On Tue, Jun 01, 2021 at 03:01:00PM +0100, Matthew Wilcox wrote:
> On Mon, May 31, 2021 at 09:48:45PM -0700, Michel Lespinasse wrote:
> > I - Speculative page faults
> > 
> > The idea there is to avoid taking the mmap lock during page faults,
> > at least for the easier cases. This requiers the fault handler to be
> > a careful to avoid races with mmap writers (and most particularly
> > munmap), and when the new page is ready to be inserted into the user
> > process, to verify, at the last moment (after taking the page table
> > lock), that there has been no race between the fault handler and any
> > mmap writers.  Such checks can be implemented locally, without hitting
> > any global locks, which results in very nice scalability improvements
> > when processing concurrent faults.
> > 
> > I think the idea is ready for prime time, and a patchset has been proposed,
> > but it is not getting much traction yet. I suspect we will need to discuss
> > the idea in person to figure out the next steps.
> 
> There is a lot of interest in this.  I disagree with Michel's approach
> in that he wants to use seqlocks to detect whether any modification has
> been made to the process's address space, whereas I want to use the VMA
> tree to detect whether any modification has been made to this VMA.

I see the sequence count as being the easy & safe approach, but yes it
does have limitations that can lead to unnecessary fast path aborts.
It would be nice checking the VMAs to avoid *some* of these aborts,
but I do not think that is always applicable either - I wrote about
that in https://lwn.net/ml/linux-kernel/20210430224649.GA29203@lespinasse.org/
("Thoughts about concurrency checks at the end of the page fault")

> > II - Fine grained MM locking
> > 
> > A major limitation of the current mmap lock design is that it covers a
> > process's entire address space. In threaded applications, it is common
> > for threads to issue concurrent requests for non-overlapping parts of
> > the process address space - for example, one thread might be mmaping
> > new memory while another releases a different range, and a third might
> > fault within his own address range too. The current mmap lock design
> > does not take the non-overlapping ranges into consideration, and
> > consequently serialises the 3 above requests rather than letting them
> > proceed in parallel.
> > 
> > There has been a lot of work spent mitigating the problem by reducing
> > the mmap lock hold times (for example, dropping the mmap lock during
> > page faults that hit disk, or lowering to a read lock during longer
> > mmap/munmap/populate operations). But this approach is hitting its
> > limits, and I think it would be better to fix the core of the problem
> > by making the mmap lock capable of allowing concurrent non-overlapping
> > operations.
> > 
> > I would like to propose an approach that:
> > - separates the mmap lock into two separate locks, one that is only
> >   held for short periods of time to protect mm-wide data structures
> >   (including the vma tree), and another that functions as a range lock
> >   and can be held for longer periods of time;
> > - allows for incremental conversion from the current code to being
> >   aware about locking ranges;
> > 
> > I have been maintaining a prototype for this, which has been shared
> > with a small set of people. The main holdup is with page fault
> > performance; in order to allow non-overlapping writers to proceed
> > while some page faults are in progress, the prototype needs to
> > maintain a shared structure holding addresses for each pending page
> > fault. Updating this shared structure gets very expenside in high
> > concurrency page fault benchmarks, though it seems quite unnoticeable
> > in macro benchmarks I hae looked at.
> 
> Here I have larger disagreements with Michel.  I do not believe the
> range lock is a useful tool for this problem.

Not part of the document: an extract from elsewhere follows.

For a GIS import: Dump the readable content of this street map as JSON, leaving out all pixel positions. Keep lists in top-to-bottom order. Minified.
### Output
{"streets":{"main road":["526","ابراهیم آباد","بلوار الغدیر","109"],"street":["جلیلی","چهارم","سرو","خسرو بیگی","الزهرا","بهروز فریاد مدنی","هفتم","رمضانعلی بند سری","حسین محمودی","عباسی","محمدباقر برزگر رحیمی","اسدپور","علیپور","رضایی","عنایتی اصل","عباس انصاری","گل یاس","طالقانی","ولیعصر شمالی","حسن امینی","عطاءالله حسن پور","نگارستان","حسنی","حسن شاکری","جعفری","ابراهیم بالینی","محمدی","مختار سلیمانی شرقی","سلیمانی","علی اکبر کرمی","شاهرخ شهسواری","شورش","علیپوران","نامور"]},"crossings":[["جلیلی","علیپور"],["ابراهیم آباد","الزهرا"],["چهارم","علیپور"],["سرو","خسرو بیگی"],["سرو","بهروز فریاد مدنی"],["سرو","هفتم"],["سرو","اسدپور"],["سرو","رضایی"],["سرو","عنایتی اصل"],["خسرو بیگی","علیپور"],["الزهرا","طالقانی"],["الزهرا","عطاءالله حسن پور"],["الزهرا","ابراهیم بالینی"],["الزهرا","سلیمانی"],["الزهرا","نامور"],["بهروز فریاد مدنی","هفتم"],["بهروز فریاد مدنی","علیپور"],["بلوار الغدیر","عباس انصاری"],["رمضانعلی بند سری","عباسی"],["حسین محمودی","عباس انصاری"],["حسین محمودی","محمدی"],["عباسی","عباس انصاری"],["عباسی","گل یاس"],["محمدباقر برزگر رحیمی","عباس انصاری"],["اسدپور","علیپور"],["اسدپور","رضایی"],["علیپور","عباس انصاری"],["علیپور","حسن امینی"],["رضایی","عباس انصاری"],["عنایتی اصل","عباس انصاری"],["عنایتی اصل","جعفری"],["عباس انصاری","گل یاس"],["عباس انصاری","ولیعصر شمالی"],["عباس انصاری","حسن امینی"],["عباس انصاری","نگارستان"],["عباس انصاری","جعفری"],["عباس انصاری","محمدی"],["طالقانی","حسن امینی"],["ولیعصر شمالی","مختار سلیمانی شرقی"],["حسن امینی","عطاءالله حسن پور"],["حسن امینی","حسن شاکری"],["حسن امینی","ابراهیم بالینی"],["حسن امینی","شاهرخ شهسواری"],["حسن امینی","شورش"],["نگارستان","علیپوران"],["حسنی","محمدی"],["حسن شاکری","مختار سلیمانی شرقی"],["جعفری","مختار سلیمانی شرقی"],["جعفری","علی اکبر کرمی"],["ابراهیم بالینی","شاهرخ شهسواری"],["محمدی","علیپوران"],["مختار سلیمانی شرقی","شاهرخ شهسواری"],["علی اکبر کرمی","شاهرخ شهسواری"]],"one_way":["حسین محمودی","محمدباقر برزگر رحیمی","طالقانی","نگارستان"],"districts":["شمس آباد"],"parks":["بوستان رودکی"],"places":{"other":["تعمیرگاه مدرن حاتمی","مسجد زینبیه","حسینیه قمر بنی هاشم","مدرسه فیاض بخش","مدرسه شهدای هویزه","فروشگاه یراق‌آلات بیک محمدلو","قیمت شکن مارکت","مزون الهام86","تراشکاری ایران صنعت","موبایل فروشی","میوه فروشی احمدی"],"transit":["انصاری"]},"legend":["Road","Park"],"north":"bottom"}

Regardless of any proposed solution, do you agree that most of the cases
where mmap lock blocking happens are between non-overlapping memory
operations that could conceivably be handled concurrently ?

In other words - do you believe that range locks would be too slow to
be a useful solution, or is it that you do not think they would
actually solve the issue ?

> The two topics above seem large enough, but there are other important
> users of the mmap_sem that also hit contention.  /proc/$pid/maps, smaps
> and similar files hit priority inversion problems which have been reduced,
> but not solved.

Yes - I do think this would be worth discussing too. Not sure if that is
a separate topic, or if this should be brought under a larger theme.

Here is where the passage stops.